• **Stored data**
::::::::
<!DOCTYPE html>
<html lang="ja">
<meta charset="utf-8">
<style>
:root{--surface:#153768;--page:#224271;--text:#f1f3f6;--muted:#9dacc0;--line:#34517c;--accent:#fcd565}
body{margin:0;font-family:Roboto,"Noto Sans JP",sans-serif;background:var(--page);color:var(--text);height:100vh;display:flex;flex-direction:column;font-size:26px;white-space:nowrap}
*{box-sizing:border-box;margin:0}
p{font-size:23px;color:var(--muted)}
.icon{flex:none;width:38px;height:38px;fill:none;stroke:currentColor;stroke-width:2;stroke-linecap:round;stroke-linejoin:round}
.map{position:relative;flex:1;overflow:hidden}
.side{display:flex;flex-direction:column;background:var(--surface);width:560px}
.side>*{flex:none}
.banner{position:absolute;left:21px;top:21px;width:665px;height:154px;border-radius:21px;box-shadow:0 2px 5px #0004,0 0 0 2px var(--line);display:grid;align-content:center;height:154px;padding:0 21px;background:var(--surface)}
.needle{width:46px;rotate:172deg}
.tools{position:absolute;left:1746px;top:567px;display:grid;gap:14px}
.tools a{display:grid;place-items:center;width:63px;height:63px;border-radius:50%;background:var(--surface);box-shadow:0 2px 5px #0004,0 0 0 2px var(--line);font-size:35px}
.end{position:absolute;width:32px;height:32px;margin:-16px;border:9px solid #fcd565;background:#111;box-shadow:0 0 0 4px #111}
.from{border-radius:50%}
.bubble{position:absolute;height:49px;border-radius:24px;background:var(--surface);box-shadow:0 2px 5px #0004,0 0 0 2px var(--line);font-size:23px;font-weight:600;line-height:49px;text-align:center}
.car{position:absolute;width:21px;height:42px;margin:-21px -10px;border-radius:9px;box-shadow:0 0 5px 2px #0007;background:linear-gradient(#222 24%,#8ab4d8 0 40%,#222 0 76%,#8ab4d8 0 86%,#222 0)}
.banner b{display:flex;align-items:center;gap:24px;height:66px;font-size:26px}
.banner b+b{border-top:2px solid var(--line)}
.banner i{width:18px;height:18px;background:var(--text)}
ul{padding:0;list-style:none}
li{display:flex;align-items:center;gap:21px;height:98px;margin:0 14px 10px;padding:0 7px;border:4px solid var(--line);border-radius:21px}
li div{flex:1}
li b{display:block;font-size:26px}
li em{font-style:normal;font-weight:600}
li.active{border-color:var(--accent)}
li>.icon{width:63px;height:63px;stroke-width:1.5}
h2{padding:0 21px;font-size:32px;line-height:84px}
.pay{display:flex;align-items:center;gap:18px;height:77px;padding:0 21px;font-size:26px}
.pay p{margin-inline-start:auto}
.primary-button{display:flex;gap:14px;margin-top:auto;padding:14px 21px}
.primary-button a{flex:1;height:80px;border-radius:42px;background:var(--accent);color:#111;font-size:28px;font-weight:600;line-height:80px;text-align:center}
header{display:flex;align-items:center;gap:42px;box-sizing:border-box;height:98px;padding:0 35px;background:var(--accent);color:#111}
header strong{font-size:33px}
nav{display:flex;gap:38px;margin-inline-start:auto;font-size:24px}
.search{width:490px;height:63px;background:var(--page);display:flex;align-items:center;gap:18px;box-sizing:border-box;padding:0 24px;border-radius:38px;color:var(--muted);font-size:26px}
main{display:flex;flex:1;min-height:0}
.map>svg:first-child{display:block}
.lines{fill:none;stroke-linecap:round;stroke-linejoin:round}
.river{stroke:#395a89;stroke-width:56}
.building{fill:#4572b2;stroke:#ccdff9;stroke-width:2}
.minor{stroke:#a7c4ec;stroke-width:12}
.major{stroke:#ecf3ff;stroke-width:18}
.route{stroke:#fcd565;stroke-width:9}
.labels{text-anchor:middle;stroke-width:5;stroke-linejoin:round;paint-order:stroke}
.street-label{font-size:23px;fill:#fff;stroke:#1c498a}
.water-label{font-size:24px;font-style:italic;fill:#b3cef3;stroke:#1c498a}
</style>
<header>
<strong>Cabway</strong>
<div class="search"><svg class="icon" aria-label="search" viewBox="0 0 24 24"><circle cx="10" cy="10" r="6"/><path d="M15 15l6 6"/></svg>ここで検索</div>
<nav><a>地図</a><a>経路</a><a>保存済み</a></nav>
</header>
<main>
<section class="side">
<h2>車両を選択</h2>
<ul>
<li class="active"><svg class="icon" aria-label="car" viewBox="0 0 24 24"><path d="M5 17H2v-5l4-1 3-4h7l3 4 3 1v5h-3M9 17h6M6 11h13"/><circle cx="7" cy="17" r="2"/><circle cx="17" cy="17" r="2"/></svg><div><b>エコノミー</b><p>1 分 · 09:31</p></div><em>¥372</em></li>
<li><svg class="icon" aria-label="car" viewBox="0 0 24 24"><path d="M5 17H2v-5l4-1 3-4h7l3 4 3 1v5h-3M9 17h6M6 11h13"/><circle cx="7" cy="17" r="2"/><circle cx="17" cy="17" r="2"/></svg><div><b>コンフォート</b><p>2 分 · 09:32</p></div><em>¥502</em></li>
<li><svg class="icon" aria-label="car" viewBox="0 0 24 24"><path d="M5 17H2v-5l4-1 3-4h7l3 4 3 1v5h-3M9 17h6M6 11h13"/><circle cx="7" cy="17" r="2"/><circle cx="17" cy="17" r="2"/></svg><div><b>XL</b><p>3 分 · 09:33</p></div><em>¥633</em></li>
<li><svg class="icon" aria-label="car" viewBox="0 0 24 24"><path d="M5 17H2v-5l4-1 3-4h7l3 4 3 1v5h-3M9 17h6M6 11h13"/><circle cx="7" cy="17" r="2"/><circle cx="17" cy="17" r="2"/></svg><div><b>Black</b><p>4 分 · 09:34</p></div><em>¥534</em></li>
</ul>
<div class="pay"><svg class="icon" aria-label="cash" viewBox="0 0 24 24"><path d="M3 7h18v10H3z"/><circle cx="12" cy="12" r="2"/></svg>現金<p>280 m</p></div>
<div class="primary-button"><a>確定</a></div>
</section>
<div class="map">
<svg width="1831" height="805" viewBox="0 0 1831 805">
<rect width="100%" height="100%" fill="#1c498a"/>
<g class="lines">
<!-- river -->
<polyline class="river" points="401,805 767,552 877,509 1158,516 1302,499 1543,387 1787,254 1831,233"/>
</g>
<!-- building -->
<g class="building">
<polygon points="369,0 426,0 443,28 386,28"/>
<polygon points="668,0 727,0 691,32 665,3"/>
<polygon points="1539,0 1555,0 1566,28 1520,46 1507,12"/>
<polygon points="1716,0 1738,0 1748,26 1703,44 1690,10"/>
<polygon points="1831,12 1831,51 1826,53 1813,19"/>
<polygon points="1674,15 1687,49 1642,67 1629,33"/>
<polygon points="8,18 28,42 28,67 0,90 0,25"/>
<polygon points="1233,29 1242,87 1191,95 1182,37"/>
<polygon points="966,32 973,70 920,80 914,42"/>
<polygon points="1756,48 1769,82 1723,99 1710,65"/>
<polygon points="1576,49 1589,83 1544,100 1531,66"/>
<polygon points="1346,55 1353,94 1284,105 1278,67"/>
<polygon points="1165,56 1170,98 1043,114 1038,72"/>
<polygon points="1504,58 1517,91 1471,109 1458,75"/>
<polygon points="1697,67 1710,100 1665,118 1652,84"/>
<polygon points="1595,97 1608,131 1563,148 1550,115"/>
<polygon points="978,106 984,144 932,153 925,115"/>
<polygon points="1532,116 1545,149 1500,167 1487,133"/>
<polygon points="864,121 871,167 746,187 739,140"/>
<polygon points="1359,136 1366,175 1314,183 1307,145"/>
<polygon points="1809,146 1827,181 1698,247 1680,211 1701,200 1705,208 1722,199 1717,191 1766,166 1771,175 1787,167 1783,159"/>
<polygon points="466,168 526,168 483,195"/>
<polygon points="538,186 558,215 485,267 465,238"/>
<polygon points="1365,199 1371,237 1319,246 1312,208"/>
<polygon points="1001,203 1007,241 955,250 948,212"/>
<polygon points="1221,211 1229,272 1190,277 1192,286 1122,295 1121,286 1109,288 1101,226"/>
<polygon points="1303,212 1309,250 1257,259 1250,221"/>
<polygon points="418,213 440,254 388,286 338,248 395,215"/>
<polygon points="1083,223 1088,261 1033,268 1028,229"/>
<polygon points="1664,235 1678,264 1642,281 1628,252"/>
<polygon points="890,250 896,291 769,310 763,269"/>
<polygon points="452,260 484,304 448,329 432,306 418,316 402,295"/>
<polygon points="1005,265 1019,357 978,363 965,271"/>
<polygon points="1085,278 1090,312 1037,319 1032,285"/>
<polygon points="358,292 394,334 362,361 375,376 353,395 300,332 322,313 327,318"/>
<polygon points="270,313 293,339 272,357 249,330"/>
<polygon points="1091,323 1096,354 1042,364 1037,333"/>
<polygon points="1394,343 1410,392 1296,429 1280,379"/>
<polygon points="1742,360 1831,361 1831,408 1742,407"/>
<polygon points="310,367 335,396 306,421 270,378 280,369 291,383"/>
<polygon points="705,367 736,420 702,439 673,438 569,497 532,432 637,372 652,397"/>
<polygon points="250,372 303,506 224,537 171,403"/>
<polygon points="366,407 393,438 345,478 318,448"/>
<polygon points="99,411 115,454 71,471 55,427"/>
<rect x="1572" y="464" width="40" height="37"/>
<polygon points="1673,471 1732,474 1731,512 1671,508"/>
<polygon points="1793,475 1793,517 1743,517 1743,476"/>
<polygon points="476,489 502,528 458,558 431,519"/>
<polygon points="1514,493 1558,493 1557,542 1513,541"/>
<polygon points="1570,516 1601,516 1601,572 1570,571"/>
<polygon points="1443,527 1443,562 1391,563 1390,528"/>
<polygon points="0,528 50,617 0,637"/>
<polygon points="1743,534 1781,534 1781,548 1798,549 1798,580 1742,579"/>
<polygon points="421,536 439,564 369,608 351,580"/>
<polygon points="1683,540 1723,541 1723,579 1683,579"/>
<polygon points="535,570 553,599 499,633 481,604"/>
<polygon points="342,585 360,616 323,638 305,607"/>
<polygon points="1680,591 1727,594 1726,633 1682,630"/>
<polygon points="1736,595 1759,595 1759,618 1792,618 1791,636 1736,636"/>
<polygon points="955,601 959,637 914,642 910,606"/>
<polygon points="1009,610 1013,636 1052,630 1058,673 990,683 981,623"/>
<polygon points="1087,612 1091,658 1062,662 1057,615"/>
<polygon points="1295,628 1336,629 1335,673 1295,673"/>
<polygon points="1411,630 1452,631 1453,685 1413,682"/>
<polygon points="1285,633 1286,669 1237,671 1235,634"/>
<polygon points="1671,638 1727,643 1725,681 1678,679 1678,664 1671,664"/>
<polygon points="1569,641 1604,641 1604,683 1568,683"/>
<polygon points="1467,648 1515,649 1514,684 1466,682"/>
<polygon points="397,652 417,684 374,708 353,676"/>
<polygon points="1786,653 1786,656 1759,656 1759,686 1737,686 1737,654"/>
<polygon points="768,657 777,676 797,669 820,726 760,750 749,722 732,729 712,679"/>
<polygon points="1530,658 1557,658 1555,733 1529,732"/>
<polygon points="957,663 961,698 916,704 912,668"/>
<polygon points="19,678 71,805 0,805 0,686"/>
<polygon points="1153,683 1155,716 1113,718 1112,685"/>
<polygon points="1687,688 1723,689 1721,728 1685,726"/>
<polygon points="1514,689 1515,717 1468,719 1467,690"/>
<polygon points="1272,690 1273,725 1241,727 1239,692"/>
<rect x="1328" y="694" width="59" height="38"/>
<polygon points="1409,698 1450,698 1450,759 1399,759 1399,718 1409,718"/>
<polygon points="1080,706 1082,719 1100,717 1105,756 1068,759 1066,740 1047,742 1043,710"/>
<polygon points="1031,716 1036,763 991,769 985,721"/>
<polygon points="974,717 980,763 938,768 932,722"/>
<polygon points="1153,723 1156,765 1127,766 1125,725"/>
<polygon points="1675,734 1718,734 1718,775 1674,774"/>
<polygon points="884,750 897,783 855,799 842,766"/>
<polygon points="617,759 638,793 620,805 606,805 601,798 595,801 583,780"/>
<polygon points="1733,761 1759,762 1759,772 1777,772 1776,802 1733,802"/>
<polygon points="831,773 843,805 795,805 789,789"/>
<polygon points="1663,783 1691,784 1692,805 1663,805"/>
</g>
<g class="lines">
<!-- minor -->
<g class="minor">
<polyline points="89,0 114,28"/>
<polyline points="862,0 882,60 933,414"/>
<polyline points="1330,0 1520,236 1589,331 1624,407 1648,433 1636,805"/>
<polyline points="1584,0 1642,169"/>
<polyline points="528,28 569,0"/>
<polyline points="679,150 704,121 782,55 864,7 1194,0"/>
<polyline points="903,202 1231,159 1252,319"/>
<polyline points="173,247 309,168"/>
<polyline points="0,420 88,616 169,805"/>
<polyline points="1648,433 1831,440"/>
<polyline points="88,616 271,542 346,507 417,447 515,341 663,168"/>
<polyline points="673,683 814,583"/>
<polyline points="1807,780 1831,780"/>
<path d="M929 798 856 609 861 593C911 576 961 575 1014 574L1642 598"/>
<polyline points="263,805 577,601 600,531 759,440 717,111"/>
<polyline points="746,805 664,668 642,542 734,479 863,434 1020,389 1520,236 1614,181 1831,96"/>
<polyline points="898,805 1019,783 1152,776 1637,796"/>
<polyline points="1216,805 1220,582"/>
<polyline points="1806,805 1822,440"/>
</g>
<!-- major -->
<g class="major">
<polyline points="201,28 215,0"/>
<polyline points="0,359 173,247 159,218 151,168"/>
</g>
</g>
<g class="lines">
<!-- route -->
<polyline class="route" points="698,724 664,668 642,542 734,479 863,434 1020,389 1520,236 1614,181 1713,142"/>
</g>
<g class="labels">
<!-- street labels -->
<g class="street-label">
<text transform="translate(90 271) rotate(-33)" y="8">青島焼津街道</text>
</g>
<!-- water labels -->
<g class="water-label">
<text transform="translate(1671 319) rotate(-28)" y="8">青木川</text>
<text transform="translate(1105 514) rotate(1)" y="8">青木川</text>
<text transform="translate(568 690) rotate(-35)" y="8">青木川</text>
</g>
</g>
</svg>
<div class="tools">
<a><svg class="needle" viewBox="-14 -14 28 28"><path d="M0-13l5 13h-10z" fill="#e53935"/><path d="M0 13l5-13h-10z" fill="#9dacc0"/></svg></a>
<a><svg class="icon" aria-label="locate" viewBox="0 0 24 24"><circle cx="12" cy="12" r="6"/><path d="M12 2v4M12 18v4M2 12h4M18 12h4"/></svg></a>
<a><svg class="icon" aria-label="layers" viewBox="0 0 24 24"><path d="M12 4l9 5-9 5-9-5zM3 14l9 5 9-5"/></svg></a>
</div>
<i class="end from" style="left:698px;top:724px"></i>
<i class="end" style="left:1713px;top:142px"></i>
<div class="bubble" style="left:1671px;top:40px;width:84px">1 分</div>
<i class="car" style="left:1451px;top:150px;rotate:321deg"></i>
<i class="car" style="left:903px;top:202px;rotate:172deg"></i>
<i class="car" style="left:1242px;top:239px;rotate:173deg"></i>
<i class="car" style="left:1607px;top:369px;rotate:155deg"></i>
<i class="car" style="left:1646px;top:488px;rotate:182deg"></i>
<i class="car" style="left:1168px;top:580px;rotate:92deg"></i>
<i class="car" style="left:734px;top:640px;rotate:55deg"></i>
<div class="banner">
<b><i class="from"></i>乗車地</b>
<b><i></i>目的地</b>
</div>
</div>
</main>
::::::::
• **Your objective**
Please return all lines above in which the string "direction" is found.

• **Result of this exercise**
body{margin:0;font-family:Roboto,"Noto Sans JP",sans-serif;background:var(--page);color:var(--text);height:100vh;display:flex;flex-direction:column;font-size:26px;white-space:nowrap}
.side{display:flex;flex-direction:column;background:var(--surface);width:560px}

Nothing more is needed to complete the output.